Longjiaosun
- Other name: 龍蕉Sun
- Species: Felis catus
- Born: Probably Mingjian
- Occupation: Station master
- Employer: Jiji Township Office
- Years active: 2022–2023
- Residence: Jiji railway station
- Appearance: Orange fur
- Named after: Dragon fruits, bananas, and the sun

= Longjiaosun =

Cat and station master

Longjiaosun (龍蕉Sun) is the former cat station master of Jiji railway station in Nantou County, Taiwan. Longjiaosun was adopted from a local animal shelter in November 2021, in preparation for the 100th anniversary of the railway station the following year. That year would also be the year of the Tiger, and Jiji authorities were promoting leopard cat conservation. The cat was named after dragon fruits and bananas, both produced near Jiji, combined with the warmth of the sun. Longjiaosun worked at the station five days a week. On 11 June 2023, Longjiaosun was laid off due to upcoming renovations at the station, and retired to his caretaker's house.

==Installation==
Jiji railway station in Nantou County, Taiwan, on the Jiji branch line, was built in 1922 to transport construction materials to Sun Moon Lake. After reconstruction in 2001, it began to be used primarily for tourism. In the lead up to its 100th anniversary, the railway station began to search for a cat to adopt as a station master. At the time the town was raising awareness of leopard cat conservation, as well as preparing for the upcoming year of the Tiger. It was felt that a station cat could both promote the care of strays and contribute to the awareness of leopard cats, which are often confused with domestic cats. A reportedly very friendly orange cat was selected from the Nantou Animal Shelter on 19 November 2021. This cat had been caught in Mingjian that October, and turned over to the shelter, which neutered it. The cat was formally adopted by the Jiji Township Office and the owner of a local banana-related tourist site. Public input was requested to find a name. The time between the adoption and the station's centennial would be used to acclimatize the cat to its new surroundings.

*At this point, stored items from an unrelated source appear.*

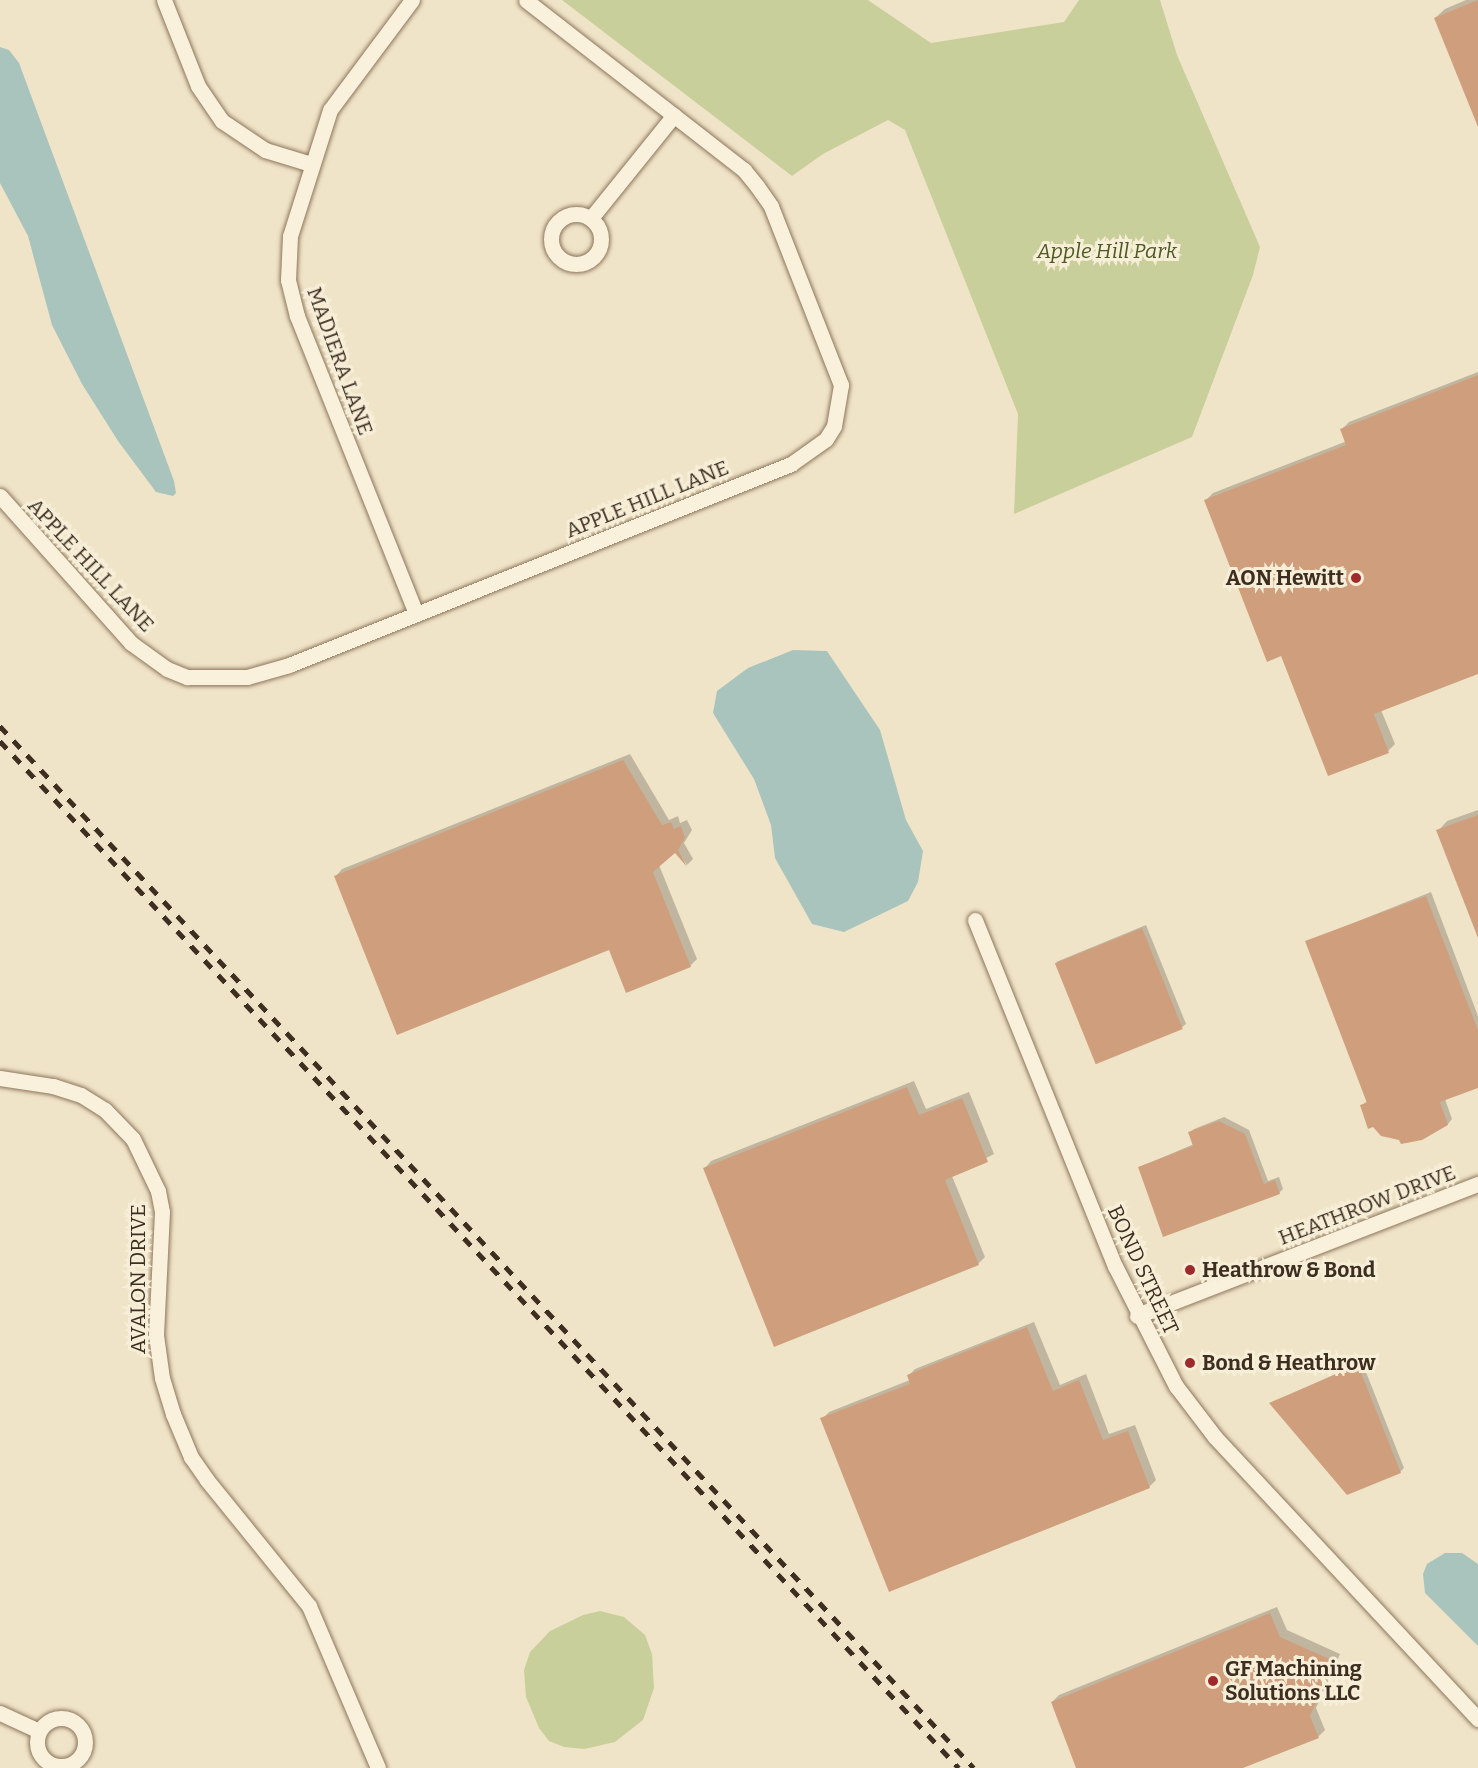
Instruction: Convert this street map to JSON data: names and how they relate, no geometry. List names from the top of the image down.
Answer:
{
  "streets": {
    "street": [
      "MADIERA LANE",
      "APPLE HILL LANE",
      "HEATHROW DRIVE",
      "BOND STREET",
      "AVALON DRIVE"
    ]
  },
  "crossings": [
    ["MADIERA LANE", "APPLE HILL LANE"],
    ["HEATHROW DRIVE", "BOND STREET"]
  ],
  "parks": ["Apple Hill Park"],
  "places": [
    "AON Hewitt",
    "Heathrow & Bond",
    "Bond & Heathrow",
    "GF Machining Solutions LLC"
  ]
}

On 14 January 2022 the railway station commemorated its centennial, and Longjiaosun was introduced as the new station master. The name Longjiaosun (龍蕉Sun) was created by a five-year-old girl from Shuili, and selected via online voting. It combines parts of the words for dragon fruit (火龍果, ) and banana (香蕉, ), both grown in the local area, with the warmth of the sun. The event was attended by the Mayor of Jiji, as well as Mikan, the cat station master of Ciaotou Sugar Refinery metro station who travelled north from Kaohsiung for the event. 1,000 commemorative tickets were created for the event, selling out within an hour. Cross-promotion was continued with Mikan over Instagram.

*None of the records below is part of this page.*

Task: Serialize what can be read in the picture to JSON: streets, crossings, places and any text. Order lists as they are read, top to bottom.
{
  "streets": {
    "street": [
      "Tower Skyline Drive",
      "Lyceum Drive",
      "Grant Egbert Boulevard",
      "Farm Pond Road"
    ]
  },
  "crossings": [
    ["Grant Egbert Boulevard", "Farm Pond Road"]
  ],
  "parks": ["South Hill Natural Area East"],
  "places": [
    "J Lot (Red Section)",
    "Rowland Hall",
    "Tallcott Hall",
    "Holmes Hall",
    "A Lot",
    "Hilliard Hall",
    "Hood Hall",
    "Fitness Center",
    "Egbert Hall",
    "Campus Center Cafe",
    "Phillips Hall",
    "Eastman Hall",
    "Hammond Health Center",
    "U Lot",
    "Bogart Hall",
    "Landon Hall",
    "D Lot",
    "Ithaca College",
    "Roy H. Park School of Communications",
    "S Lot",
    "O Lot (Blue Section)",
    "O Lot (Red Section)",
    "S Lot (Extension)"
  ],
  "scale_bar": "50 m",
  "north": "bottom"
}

Following the opening, Longjiaosun began working from Thursday to Monday, with two days off each week reportedly to comply with Taiwanese labor laws. Longjiaosun lived in a house nearby, and was picked up and dropped off by a station worker. Reportedly Longjiaosun noticeably gained weight during his first year at the railway station.

==Retirement==
On 26 May 2023, it was announced via social media that due to upcoming renovations, Longjiaosun would be laid off after 11 June. The renovations would change the purpose of some of the station's spaces, and it was thought it would no longer be suitable for a cat. The township office stated Longjiaosun would temporarily move to the banana tourist site. It also confirmed that the adoptive mother who cared for Longjiaosun during non-work hours would continue this role, and would still update the cat's social media profiles.